Literatürde iki mânâda kullanılmaktadır: (1) Bir kültürel gurubun,
diğerlerinden etkilenerek onun kısmen veya tüm unsurlarını adapte
etmesiyle yeni bir kültürel mecra oluşturması süreci; ve (2) kendi
yapısı çerçevesinde guruplar arasındaki herhangi bir kültürel aktarım
olarak. Meselâ, nesiller arasındaki kültür transferi bir akültürasyon
vakıasıdır. Bu anlamıyla "sosyalleştirme" kavramına daha yakındır.

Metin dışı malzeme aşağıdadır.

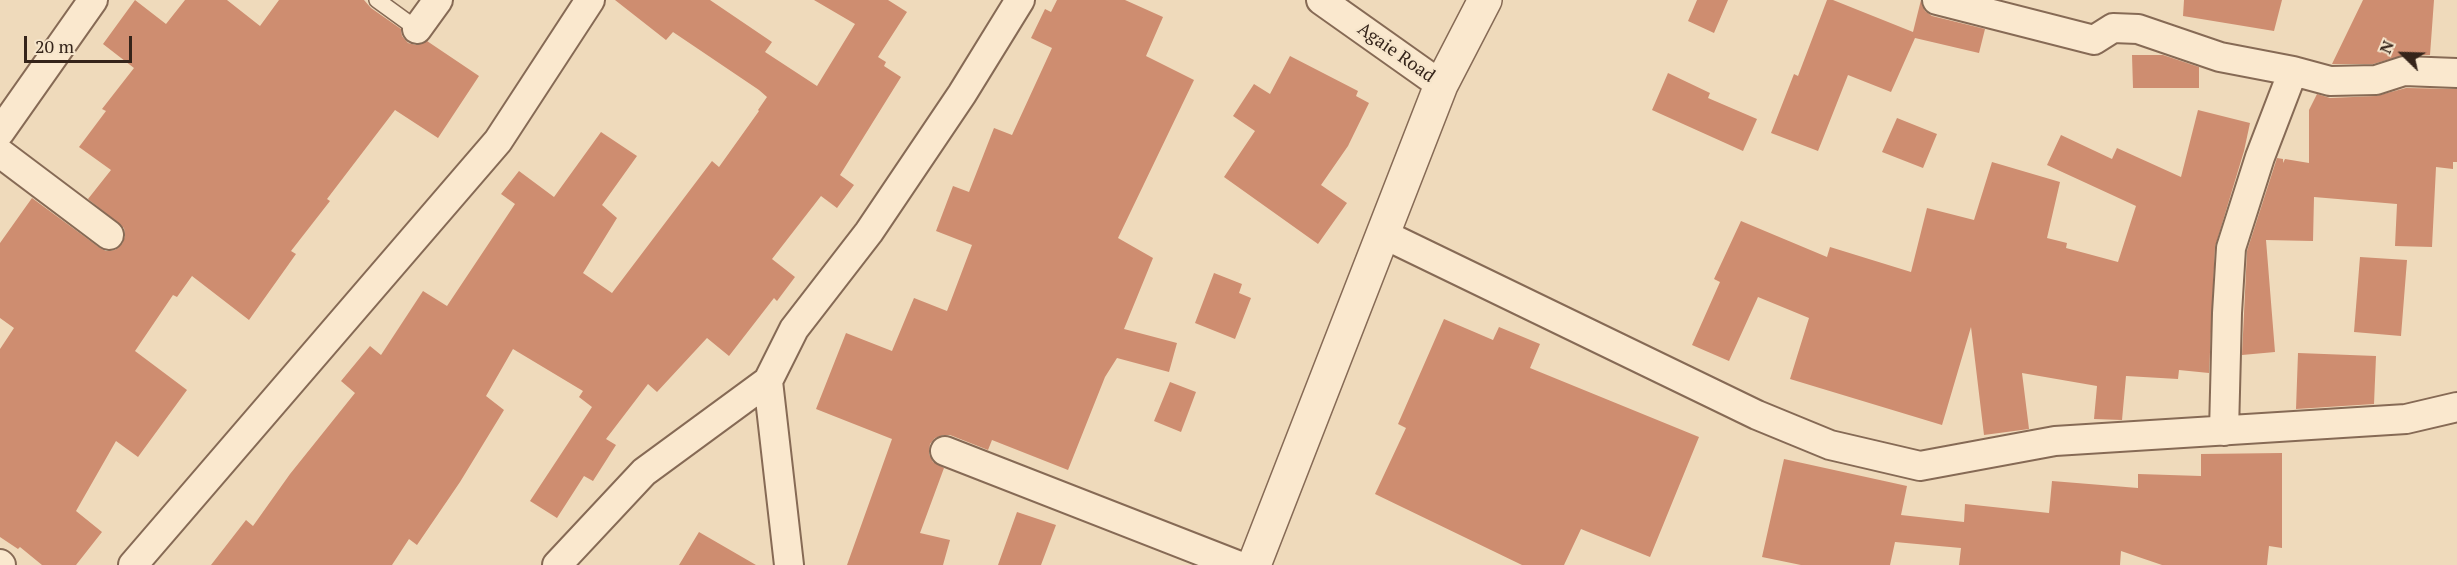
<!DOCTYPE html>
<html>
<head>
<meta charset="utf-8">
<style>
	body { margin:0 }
	#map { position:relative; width:2457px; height:565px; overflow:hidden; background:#efdabb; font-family:"PT Serif",serif }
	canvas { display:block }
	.north { position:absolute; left:2373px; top:24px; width:60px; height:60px; -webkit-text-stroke:4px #f6e5cb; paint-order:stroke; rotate:293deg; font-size:16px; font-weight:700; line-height:24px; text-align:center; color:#35241a }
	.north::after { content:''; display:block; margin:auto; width:21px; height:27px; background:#35241a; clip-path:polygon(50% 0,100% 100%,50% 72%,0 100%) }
	.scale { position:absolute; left:24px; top:36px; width:108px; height:27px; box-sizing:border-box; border:3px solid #35241a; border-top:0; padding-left:8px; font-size:18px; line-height:21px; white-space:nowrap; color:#35241a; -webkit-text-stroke:4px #f6e5cb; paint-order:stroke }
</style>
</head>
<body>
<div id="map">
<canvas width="2457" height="565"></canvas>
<div class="north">N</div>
<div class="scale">20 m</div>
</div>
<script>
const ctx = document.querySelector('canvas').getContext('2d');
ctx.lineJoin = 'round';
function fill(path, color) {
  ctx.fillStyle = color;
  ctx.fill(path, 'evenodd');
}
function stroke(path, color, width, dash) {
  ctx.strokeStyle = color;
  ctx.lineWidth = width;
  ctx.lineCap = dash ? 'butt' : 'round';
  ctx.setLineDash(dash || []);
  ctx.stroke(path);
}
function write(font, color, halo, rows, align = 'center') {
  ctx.font = font + ' "PT Serif",serif';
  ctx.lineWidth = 4.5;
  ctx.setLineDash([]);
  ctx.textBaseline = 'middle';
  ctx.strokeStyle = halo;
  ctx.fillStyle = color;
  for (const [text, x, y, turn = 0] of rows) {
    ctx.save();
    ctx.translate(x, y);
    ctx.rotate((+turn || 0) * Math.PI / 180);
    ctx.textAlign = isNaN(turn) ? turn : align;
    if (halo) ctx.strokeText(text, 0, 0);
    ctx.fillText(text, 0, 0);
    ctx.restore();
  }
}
const building = new Path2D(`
	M135 0 166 24 185 0H227L260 26 279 0H364L371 8 401 29 402 36 408 43 416 45 427 41 479 76 438 138 395 110 327 199 330 201 291 251 296 254 249 320 192 276 177 297 173 295 135 351 187 390 138 457 116 441 76 511 102 532 76 565H42L20 547 18 549 0 537V349L14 328 0 318V243L32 198 100 248 106 251 115 250 122 244 125 236 124 228 88 199 111 170 79 147 106 111 102 109 134 68 103 44Z
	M615 0H710L772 42 765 52 817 86 855 24 814 0H888L907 12 878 57 886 62 884 66 901 77 840 175 854 185 837 208 821 196 772 259 795 277 777 301 774 298 729 356 707 338 657 392 648 384 606 439 616 445 593 481 584 476 557 518 530 501 592 407 579 397 583 391 513 349 486 396 504 410 460 482 417 545 409 539 392 565H211L246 520 253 526 290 474 355 393 341 381 370 346 381 355 423 291 447 306 515 204 501 194 519 171 554 197 601 132 637 156 602 205 617 218 583 273 612 293 712 161 719 167 759 111 758 110 767 97 759 90 673 32 666 40Z
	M1057 0H1125L1163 17 1146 56 1194 80 1118 238 1153 258 1124 329 1177 343 1169 372 1117 358 1105 377 1068 470 992 440 988 450 950 435H943L935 438 930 444 929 454 933 462 944 468 920 533 950 540 943 565H847L892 439 816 409 846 333 892 351 914 298 947 311 972 245 936 231 953 186 969 192 994 128 1012 135 1052 48 1031 38 1045 9 1051 12Z
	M1697 0H1728L1714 33 1688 21Z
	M1827 0H1833L1913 32 1921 0 1925 11 1932 16 1985 29 1979 53 1915 38 1891 92 1848 75 1818 151 1771 133 1794 74 1798 76Z
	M2184 0H2282L2274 31 2183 16Z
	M2363 0H2434L2430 55H2404L2373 64H2332Z
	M2132 55H2163L2199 67V88H2133Z
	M1290 56 1358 91 1356 96 1369 103 1348 146 1321 185 1347 203 1318 244 1224 177 1255 131 1233 116 1254 84 1270 94Z
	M1668 73 1710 93 1708 98 1757 119 1743 151 1652 110Z
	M2406 88 2457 89V162H2453V169L2436 167 2432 247 2395 246 2397 204 2314 197 2313 241 2266 240 2275 352 2242 355 2247 251 2277 158 2283 159V163L2285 159 2309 163V110L2317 94 2330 98 2376 96Z
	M2198 110 2250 123 2244 151 2215 247 2209 373 2179 370 2178 379 2126 376 2122 420 2094 419 2097 386 2022 373 2029 429 1984 435 1971 327 1942 425 1790 379 1809 318 1758 297 1729 361 1692 345 1720 282 1714 279 1741 221 1827 257 1830 247 1911 272 1927 208 1974 220 1992 162 2060 182 2047 238 2067 243 2066 248 2118 262 2136 206 2047 165 2061 135 2112 159 2117 148 2181 177Z
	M1897 118 1937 134 1923 168 1882 152Z
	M2360 257 2407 260 2401 336 2354 332Z
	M1214 273 1242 284 1239 293 1251 298 1235 339 1195 323Z
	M1444 319 1493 340 1499 327 1540 344 1530 368 1699 437 1650 557 1581 529 1564 565H1522L1375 494 1406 428 1398 424Z
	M2298 353 2376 356 2374 404 2296 409Z
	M1170 382 1196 392 1181 432 1154 421Z
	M2282 453V548L2269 546 2267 565H2162L2121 551 2120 565H1959L1961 548 1895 542 1890 565H1801L1762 557 1784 459 1907 486 1901 515 1964 522 1965 504 2049 513 2052 481 2138 488V474L2201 476V454Z
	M1017 512 1056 525 1041 565H998Z
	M699 532 756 565H679Z`);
const service = new Path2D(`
	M377 0 417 29`);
const minor = new Path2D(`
	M1321 0 1441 85
	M1937 0 2094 40 2113 28 2138 29 2220 57 2293 71 2330 81 2376 80 2404 71 2457 73
	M417 29 438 0
	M0 132 93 0
	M0 153 109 235
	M1383 234 1757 415 1830 445 1920 466 2055 441 2406 419 2457 407
	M768 381 789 565
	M2224 431 2227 313 2231 248 2260 157 2293 71
	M945 451 1237 565
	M0 564 1 565
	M133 565 498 141 590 0
	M557 565 644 472 768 381 794 329 869 232 962 94 1020 0`);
const tertiary = new Path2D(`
	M1254 565 1441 85 1485 0`);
const streetNames = [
	["Agaie Road",1396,53,35]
];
fill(building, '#ce8d70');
stroke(service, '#866a55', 18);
stroke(minor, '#866a55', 32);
stroke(tertiary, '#866a55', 36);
stroke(service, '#fae8ce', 15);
stroke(minor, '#fae8ce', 28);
stroke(tertiary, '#fae8ce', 33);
write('18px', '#35241a', '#f6e5cb', streetNames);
</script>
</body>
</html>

Kültürleşme veya kültür edinme en genel anlamıyla bir kültürün yeni
unsurlar alma vakıasıdır. Bu unsurlar sayı itibariyle çok az
olabileceği gibi bir kültürün tamamen değişmesini sağlayacak kadar çok
ve yoğun da olabilirler.
Görüldüğü gibi kavramda daha ziyade alıcı kültür veya değişen kültür
açısından bir yaklaşım ve değerlendirme söz konusudur. Tanımdan
anlaşılacağı üzere dışarıdan içe doğru bir etkilenme vardır. Aynı
süreci ifade etmekle birlikte, etkilenmenin kaynağı bakımından farklı
mânâlarda kullanılmaktadır. Bu etki yabancı bir kültürden
kaynaklanabileceği gibi kendi içindeki guruplardan veya önceki
nesillerden de olabilir.
Bogardus, iki veya daha fazla kültürel sistemin beşerî ilişkiler
vasıtasıyla ayrı bir kültür sistemi geliştirmesi süreci olarak
tanımladığı kültürleşmenin üç tipini belirtmiştir:
(1) Körlemesine kültürleşme, insanların birbirine yakın yaşamaları ve
mal ve hizmet ilişkilerine girmeleriyle kendiliğinden gelişen kültürel
özelliklerin vuku bulmasıdır.
(2) Empoze kültürleşme, bir kültürün diğerine baskı yaparak kendi
özelliklerini empoze etmesidir.
(3) Demokratik kültürleşme, her kültürün temsilcilerinin diğer
kültürleri kendi tarihî ve değerler sistemi içinde kabul etmesidir.[9]
Kültürleşmede edinilen yeni unsurlar başlıca üç kaynaktan dinamik bir
süreç içinde alınabilir. Kaynaklardan ilki yabancı bir kültürdür.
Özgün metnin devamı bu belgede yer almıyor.